The Record.
Michael Bennet's political career, examined start to finish.
DPS Superintendent (2005–2009)
Michael Bennet had never run a school when John Hickenlooper pushed the DPS Board of Education to appoint him Superintendent of Denver Public Schools in 2005. He came from the Anschutz Investment Company, a private equity firm. His qualification was management experience, not education experience.
During his four-year tenure, Bennet presided over the beginning of what would become the most consequential — and most controversial — era in DPS history:
- Expanded charter school authorization, opening the door to the portfolio model that would eventually close 48+ neighborhood schools
- Implemented ProComp, the performance-based teacher pay system that relied on bonuses rather than base salary increases — the same system teachers would strike over a decade later
- Centralized decision-making in the superintendent's office and expanded the data-driven reform apparatus
- Built the administrative infrastructure that, by 2019, would employ 46 cabinet members and spend $50 million on overhead
Bennet left DPS in 2009 when Governor Bill Ritter appointed him to the US Senate. He left before the consequences of his reform agenda became fully visible. The school closures, the $2 billion in debt, the teacher strike — all of that happened after he was safely in Washington.
United States Senate (2009–Present)
Bennet was appointed to the Senate by Governor Bill Ritter in January 2009. He was not elected — he was chosen to fill the vacancy left by Ken Salazar. He won election in 2010, re-election in 2016, and again in 2022.
His legislative record includes genuine accomplishments:
- NCLB Reauthorization (2015) — As a HELP Committee member and the only former school superintendent in the Senate, Bennet helped write the Every Child Achieves Act, replacing No Child Left Behind with 85 bipartisan votes
- PREPARE Wildfires Act — Co-authored with Senator Crapo, establishing $20-30 million annual wildfire risk mitigation funding
- LNG Tax Reform — Worked with Senator Burr to fix unfair excise tax treatment of natural gas fuels
Bennet voted with the Obama administration 95-100% of the time, according to CQ data. He served on the HELP, Finance, and Agriculture committees.
The fair critique is not that Bennet was a bad Senator. It's that he left DPS before facing accountability for the reforms he championed, and now wants to leave the Senate without telling voters who would replace him.

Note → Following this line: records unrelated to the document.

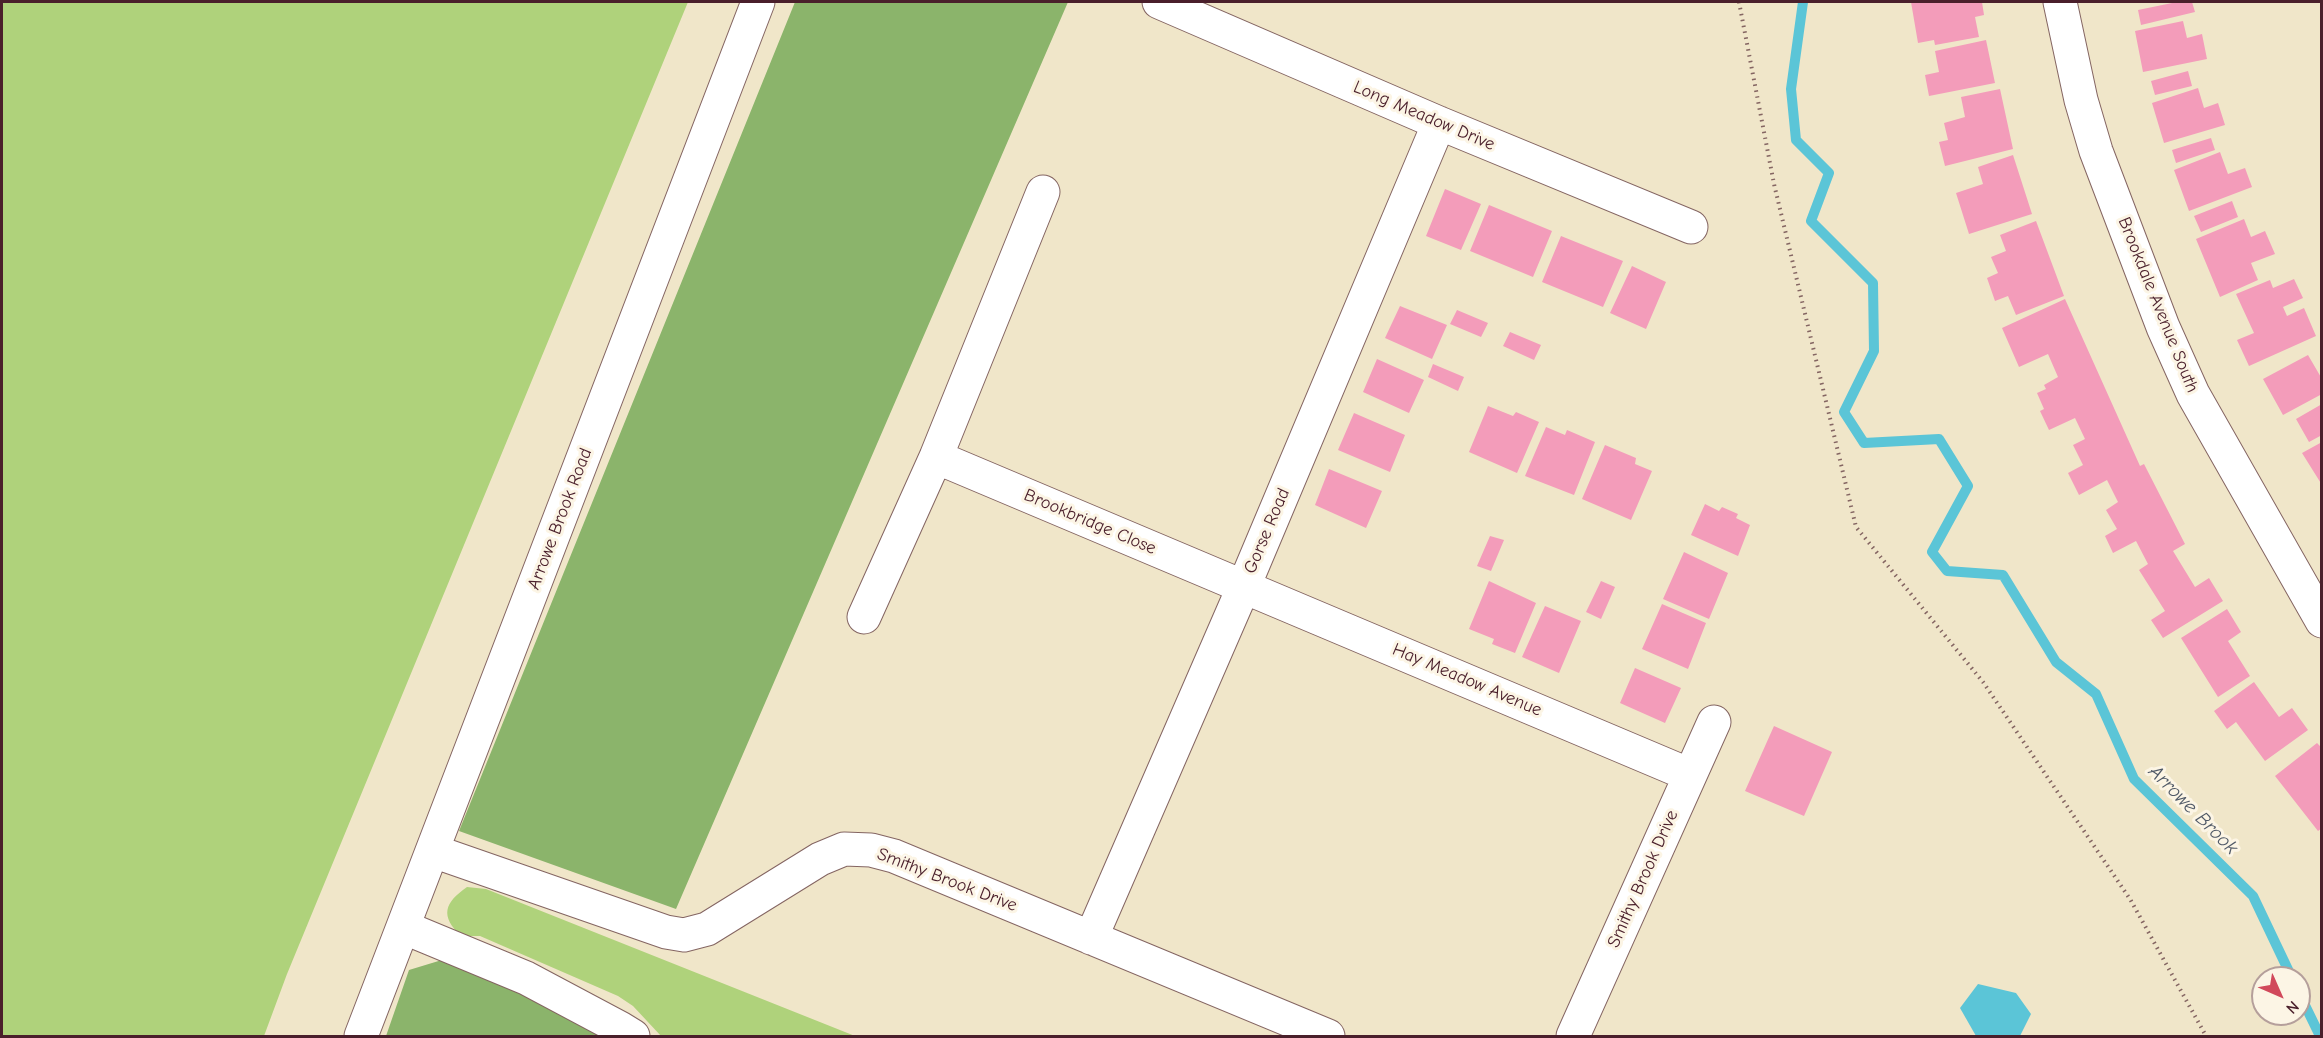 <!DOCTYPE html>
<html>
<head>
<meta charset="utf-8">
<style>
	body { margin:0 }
	#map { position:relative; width:2323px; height:1038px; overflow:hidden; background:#f0e6c9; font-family:"Comic Neue",sans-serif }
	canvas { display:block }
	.frame { position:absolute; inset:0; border:3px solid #4a1f2b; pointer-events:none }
	.north { position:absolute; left:2251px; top:966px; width:60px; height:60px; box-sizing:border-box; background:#fcf5e5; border:2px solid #b59f9b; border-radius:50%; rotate:135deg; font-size:16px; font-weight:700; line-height:24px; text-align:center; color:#4a1f2b }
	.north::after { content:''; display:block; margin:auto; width:21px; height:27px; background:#d1495b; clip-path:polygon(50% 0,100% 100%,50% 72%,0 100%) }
</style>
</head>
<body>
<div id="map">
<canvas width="2323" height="1038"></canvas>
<div class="frame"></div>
<div class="north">N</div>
</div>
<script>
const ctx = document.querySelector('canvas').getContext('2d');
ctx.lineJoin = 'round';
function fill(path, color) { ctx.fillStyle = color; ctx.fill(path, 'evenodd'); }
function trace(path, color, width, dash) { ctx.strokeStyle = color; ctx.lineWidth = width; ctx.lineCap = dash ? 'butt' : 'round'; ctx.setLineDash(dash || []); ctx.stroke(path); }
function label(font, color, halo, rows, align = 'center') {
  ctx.font = font + ' "Comic Neue",sans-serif'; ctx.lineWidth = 6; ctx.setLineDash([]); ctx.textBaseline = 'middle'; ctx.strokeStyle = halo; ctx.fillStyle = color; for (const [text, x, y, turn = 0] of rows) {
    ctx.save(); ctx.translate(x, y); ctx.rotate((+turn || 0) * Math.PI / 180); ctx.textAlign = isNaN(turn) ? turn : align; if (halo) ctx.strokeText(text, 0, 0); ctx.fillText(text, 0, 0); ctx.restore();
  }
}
fill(new Path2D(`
	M2,2H688L287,974L264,1036H2Z
	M467,887L486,889L855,1036H661L633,1006L618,996L480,936H461C440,916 444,903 467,887Z`), '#afd27b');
fill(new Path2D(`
	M795,2H1068L676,909L459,831Z
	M455,956L617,1036H386L409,970Z`), '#8bb46b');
fill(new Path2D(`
	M1978,984L2016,993L2031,1014L2020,1036H1976L1960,1008Z`), '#5bc5d7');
trace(new Path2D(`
	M1803,2L1791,89L1796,140L1829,173L1811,221L1873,283L1874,351L1844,412L1864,443L1939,439L1968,486L1932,552L1947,571L2003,575L2056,662L2096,694L2134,779L2253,896L2292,978
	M2299,993L2320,1036`), '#5bc5d7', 10);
fill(new Path2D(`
	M1911,2H1982L1984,15L1975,17L1979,37L1935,45L1934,40L1918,43Z
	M2177,2H2192L2195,12L2141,25L2138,10Z
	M2183,21L2187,38L2202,34L2207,59L2143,72L2135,31Z
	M1986,40L1995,83L1929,96L1925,75L1939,72L1935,51Z
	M2188,71L2192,86L2155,95L2151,81Z
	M2198,88L2204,108L2218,103L2225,125L2164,143L2152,103Z
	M2000,89L2013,149L1945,166L1939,142L1948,140L1944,123L1965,117L1961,97Z
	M2211,138L2215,150L2176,163L2172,150Z
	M2220,152L2228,174L2245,168L2252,187L2189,211L2174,170Z
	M2013,155L2032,214L1969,234L1956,193L1983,184L1978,167Z
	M1445,189L1481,204L1461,250L1426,236Z
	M2232,201L2238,217L2201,232L2194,216Z
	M1489,205L1552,231L1533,277L1470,251Z
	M2244,219L2251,237L2265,231L2275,254L2251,263L2258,280L2220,297L2196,239Z
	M2036,221L2064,296L2016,315L2008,296L1995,301L1987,278L1998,273L1991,257L2006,251L2000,235Z
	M1561,236L1623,261L1603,307L1542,282Z
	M1632,266L1666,282L1646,329L1610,313Z
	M2294,279L2303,298L2283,307L2287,316L2304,308L2316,336L2249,366L2237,340L2254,333L2236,294L2270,280L2273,288Z
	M2065,299L2140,466L2144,464L2185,544L2173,551L2195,587L2209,578L2223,601L2163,638L2151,620L2165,611L2139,570L2148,564L2136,541L2113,553L2105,536L2117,529L2106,510L2118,502L2107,480L2079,495L2068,473L2083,465L2073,445L2085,439L2075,418L2049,430L2040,411L2044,409L2037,393L2046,389L2044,385L2058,377L2048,354L2019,367L2002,328Z
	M1400,306L1447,325L1432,359L1385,338Z
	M1457,310L1488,323L1481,337L1450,324Z
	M1510,332L1541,345L1534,360L1503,346Z
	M2308,355L2322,379V394L2283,415L2263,379Z
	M1377,359L1424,380L1409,413L1363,392Z
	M1433,364L1464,377L1458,391L1428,377Z
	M2322,404V435L2309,442L2296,419Z
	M1488,406L1513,416L1516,412L1539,422L1517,473L1469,452Z
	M1354,413L1405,435L1390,472L1338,450Z
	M1546,427L1565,435L1567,430L1595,442L1574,495L1525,476Z
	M2322,442V485L2302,453Z
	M1605,445L1636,458L1635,464L1652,471L1631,520L1582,499Z
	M1329,469L1382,491L1366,528L1315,505Z
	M1705,504L1719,511L1722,507L1738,514L1736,518L1750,525L1738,556L1691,535Z
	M1490,536L1504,540L1491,571L1477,566Z
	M1684,552L1728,573L1709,619L1663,599Z
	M1489,581L1536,603L1515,653L1492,644L1494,639L1469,629Z
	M1601,581L1615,587L1601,619L1586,612Z
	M1662,604L1706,623L1688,669L1642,649Z
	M1545,606L1581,621L1559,673L1522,657Z
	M2227,609L2241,632L2228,641L2250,676L2218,697L2181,638Z
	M1635,668L1681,688L1665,723L1620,703Z
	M2254,682L2279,717L2292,708L2308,730L2265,761L2236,722L2227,729L2214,711Z
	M1774,726L1832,752L1804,816L1745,791Z
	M2317,743L2322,748V828L2318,831L2275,776Z`), '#f39cba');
const minor = new Path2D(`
	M1159,2L1439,123L1691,227
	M2060,2L2081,100L2096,151L2163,327L2193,394L2322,621
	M936,457L1690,775
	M864,617L936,457L1043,192
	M433,851L666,932L684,935L707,929L820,859L844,849L871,850L894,856L1328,1036
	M403,927L526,978L620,1028L633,1036
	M1091,938L1244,586L1439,123
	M361,1036L758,2
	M1573,1036L1714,722`);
trace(minor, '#846562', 35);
trace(new Path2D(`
	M1739,2L1774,184L1856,527L1983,682L2130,899L2206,1036`), '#846562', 4, [1.5, 4.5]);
trace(minor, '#fff', 33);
label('18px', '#4a1f2b', '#fcf5e5', [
	["Long Meadow Drive",1424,116,23],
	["Brookdale Avenue South",2158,305,68],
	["Arrowe Brook Road",560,519,-69],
	["Brookbridge Close",1090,522,23],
	["Gorse Road",1267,531,-67],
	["Hay Meadow Avenue",1467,680,23],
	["Smithy Brook Drive",1643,879,-66],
	["Smithy Brook Drive",947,880,21]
]);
label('italic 20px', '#505967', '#fcf5e5', [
	["Arrowe Brook",2193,810,45]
]);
</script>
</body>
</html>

2020 Presidential Campaign
Bennet ran for president in 2020. He did not qualify for multiple debate stages and dropped out after the New Hampshire primary. His campaign centered on pragmatic education reform and bipartisan deal-making — a message that did not resonate with Democratic primary voters who were looking for bolder visions.
2026 Governor's Race
Now Bennet wants to be governor. He is leaving a safe Senate seat to challenge Attorney General Phil Weiser in the Democratic primary, replacing term-limited Jared Polis.
The questions that follow this decision:
- Why leave the Senate? Bennet has never given a clear answer. Voters keep asking. The Colorado Sun keeps reporting that the question remains unanswered.
- Why skip the caucuses? He petitioned onto the primary ballot with 17,000+ signatures, bypassing the caucus/convention process where he would have faced grassroots Democratic activists.
- Who replaces him? Bennet won't say who should fill his Senate seat. Critics call this disrespectful to voters.
- Why attack Polis? Bennet calls the sitting governor "allergic to building coalitions," despite Polis's 74% Democratic approval rating.
The Pattern
Bennet was appointed DPS Superintendent without education experience. He was appointed to the Senate without being elected. He ran for president and lost. Now he's running for governor while skipping the caucus process. At every step, he has found a way around the standard path that other candidates take.
This is not a condemnation. It is an observation. The question for Colorado Democratic primary voters is whether this pattern reflects strategic skill or an unwillingness to submit to the same vetting process that every other candidate endures.